Write each of the records out again exactly.

- - - - - - -

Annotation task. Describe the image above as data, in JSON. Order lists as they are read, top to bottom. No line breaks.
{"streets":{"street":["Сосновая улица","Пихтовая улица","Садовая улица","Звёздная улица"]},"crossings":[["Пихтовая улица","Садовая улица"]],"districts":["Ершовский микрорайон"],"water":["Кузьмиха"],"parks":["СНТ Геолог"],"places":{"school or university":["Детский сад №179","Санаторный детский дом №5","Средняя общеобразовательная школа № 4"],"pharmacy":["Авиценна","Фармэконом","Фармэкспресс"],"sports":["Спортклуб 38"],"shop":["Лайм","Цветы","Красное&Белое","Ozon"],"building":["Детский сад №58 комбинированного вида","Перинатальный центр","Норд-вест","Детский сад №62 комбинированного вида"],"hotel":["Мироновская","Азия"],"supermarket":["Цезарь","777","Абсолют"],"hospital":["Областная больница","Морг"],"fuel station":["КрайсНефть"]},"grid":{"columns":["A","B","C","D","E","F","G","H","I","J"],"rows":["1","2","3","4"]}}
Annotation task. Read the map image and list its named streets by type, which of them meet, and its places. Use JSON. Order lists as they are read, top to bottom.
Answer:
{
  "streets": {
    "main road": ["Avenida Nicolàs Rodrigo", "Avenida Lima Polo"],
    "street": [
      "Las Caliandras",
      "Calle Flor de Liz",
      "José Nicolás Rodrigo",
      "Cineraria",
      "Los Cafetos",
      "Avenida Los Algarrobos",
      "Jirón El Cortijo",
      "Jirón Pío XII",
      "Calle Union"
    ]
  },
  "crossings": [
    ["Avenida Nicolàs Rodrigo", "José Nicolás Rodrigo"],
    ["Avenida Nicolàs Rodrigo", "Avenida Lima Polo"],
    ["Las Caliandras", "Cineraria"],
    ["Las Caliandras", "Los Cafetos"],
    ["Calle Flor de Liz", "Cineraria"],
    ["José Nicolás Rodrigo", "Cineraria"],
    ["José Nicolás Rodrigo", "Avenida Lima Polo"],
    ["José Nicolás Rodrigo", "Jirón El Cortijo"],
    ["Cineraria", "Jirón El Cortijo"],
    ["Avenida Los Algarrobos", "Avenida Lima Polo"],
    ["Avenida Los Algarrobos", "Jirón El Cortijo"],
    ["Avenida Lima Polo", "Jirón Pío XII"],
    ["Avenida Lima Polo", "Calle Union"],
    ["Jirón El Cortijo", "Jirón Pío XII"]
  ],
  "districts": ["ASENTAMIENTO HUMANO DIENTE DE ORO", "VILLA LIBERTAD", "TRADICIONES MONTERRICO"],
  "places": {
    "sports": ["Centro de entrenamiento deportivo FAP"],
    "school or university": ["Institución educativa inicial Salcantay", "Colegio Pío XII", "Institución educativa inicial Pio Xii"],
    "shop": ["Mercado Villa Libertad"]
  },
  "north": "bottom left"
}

- - - - - - -

PROBLEM SOLUTION:
Annotation task. Describe the image above as data, in JSON. Order lists as they are read, top to bottom. No line breaks.
{"streets":{"street":["Сосновая улица","Пихтовая улица","Садовая улица","Звёздная улица"]},"crossings":[["Пихтовая улица","Садовая улица"]],"districts":["Ершовский микрорайон"],"water":["Кузьмиха"],"parks":["СНТ Геолог"],"places":{"school or university":["Детский сад №179","Санаторный детский дом №5","Средняя общеобразовательная школа № 4"],"pharmacy":["Авиценна","Фармэконом","Фармэкспресс"],"sports":["Спортклуб 38"],"shop":["Лайм","Цветы","Красное&Белое","Ozon"],"building":["Детский сад №58 комбинированного вида","Перинатальный центр","Норд-вест","Детский сад №62 комбинированного вида"],"hotel":["Мироновская","Азия"],"supermarket":["Цезарь","777","Абсолют"],"hospital":["Областная больница","Морг"],"fuel station":["КрайсНефть"]},"grid":{"columns":["A","B","C","D","E","F","G","H","I","J"],"rows":["1","2","3","4"]}}
Annotation task. Read the map image and list its named streets by type, which of them meet, and its places. Use JSON. Order lists as they are read, top to bottom.
Answer:
{
  "streets": {
    "main road": ["Avenida Nicolàs Rodrigo", "Avenida Lima Polo"],
    "street": [
      "Las Caliandras",
      "Calle Flor de Liz",
      "José Nicolás Rodrigo",
      "Cineraria",
      "Los Cafetos",
      "Avenida Los Algarrobos",
      "Jirón El Cortijo",
      "Jirón Pío XII",
      "Calle Union"
    ]
  },
  "crossings": [
    ["Avenida Nicolàs Rodrigo", "José Nicolás Rodrigo"],
    ["Avenida Nicolàs Rodrigo", "Avenida Lima Polo"],
    ["Las Caliandras", "Cineraria"],
    ["Las Caliandras", "Los Cafetos"],
    ["Calle Flor de Liz", "Cineraria"],
    ["José Nicolás Rodrigo", "Cineraria"],
    ["José Nicolás Rodrigo", "Avenida Lima Polo"],
    ["José Nicolás Rodrigo", "Jirón El Cortijo"],
    ["Cineraria", "Jirón El Cortijo"],
    ["Avenida Los Algarrobos", "Avenida Lima Polo"],
    ["Avenida Los Algarrobos", "Jirón El Cortijo"],
    ["Avenida Lima Polo", "Jirón Pío XII"],
    ["Avenida Lima Polo", "Calle Union"],
    ["Jirón El Cortijo", "Jirón Pío XII"]
  ],
  "districts": ["ASENTAMIENTO HUMANO DIENTE DE ORO", "VILLA LIBERTAD", "TRADICIONES MONTERRICO"],
  "places": {
    "sports": ["Centro de entrenamiento deportivo FAP"],
    "school or university": ["Institución educativa inicial Salcantay", "Colegio Pío XII", "Institución educativa inicial Pio Xii"],
    "shop": ["Mercado Villa Libertad"]
  },
  "north": "bottom left"
}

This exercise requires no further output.